Requirement ▸ Could you print, exactly as they stand, the lines from the one holding "Serialize what can" to the end of the data below, and nothing more?

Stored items
-- -- --

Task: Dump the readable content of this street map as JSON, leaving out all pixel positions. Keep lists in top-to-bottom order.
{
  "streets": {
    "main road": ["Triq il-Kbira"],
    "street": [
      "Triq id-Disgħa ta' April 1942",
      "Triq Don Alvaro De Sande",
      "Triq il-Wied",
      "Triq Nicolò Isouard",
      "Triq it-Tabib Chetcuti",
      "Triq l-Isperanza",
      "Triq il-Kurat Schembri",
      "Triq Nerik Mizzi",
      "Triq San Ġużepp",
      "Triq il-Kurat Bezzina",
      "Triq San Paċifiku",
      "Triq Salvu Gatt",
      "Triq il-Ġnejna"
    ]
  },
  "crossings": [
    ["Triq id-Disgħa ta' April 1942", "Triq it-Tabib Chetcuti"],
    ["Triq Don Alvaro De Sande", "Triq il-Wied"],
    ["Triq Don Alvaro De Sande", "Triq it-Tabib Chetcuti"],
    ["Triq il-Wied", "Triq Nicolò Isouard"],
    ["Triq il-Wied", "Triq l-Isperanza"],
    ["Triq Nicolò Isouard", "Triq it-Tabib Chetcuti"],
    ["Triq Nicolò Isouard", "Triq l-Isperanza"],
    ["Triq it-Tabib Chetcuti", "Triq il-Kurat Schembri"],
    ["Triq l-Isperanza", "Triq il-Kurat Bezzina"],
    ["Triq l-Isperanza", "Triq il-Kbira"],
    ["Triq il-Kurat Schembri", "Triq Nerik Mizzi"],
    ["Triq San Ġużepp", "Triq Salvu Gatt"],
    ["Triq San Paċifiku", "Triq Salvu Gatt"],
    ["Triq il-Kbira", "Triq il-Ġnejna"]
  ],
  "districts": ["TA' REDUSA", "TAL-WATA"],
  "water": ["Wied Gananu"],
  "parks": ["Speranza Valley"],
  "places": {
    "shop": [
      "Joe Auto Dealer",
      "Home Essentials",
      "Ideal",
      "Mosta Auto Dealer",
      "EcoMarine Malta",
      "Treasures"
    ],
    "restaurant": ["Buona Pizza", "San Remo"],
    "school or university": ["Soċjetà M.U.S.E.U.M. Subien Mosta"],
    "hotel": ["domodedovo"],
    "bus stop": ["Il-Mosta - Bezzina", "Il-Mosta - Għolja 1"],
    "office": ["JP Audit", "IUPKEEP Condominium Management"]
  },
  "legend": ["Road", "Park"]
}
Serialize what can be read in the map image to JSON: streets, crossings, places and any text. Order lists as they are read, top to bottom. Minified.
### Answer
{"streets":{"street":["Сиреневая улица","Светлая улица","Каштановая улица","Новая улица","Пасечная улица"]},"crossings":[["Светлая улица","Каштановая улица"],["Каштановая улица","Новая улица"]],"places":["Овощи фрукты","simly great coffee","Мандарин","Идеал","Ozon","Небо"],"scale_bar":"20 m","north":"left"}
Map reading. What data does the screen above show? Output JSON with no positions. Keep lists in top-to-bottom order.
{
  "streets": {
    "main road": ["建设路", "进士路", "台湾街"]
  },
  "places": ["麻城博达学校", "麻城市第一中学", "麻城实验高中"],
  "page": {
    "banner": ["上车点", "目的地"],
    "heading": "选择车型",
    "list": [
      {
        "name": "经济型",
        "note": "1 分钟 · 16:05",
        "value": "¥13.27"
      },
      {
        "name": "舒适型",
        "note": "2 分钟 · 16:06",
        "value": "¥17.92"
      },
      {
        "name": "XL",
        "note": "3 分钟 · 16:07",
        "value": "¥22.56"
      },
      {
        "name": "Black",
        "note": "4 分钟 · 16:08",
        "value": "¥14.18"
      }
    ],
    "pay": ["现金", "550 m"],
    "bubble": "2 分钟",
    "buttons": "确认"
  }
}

-- -- --

Solution to the exercise ▸
Serialize what can be read in the map image to JSON: streets, crossings, places and any text. Order lists as they are read, top to bottom. Minified.
### Answer
{"streets":{"street":["Сиреневая улица","Светлая улица","Каштановая улица","Новая улица","Пасечная улица"]},"crossings":[["Светлая улица","Каштановая улица"],["Каштановая улица","Новая улица"]],"places":["Овощи фрукты","simly great coffee","Мандарин","Идеал","Ozon","Небо"],"scale_bar":"20 m","north":"left"}
Map reading. What data does the screen above show? Output JSON with no positions. Keep lists in top-to-bottom order.
{
  "streets": {
    "main road": ["建设路", "进士路", "台湾街"]
  },
  "places": ["麻城博达学校", "麻城市第一中学", "麻城实验高中"],
  "page": {
    "banner": ["上车点", "目的地"],
    "heading": "选择车型",
    "list": [
      {
        "name": "经济型",
        "note": "1 分钟 · 16:05",
        "value": "¥13.27"
      },
      {
        "name": "舒适型",
        "note": "2 分钟 · 16:06",
        "value": "¥17.92"
      },
      {
        "name": "XL",
        "note": "3 分钟 · 16:07",
        "value": "¥22.56"
      },
      {
        "name": "Black",
        "note": "4 分钟 · 16:08",
        "value": "¥14.18"
      }
    ],
    "pay": ["现金", "550 m"],
    "bubble": "2 分钟",
    "buttons": "确认"
  }
}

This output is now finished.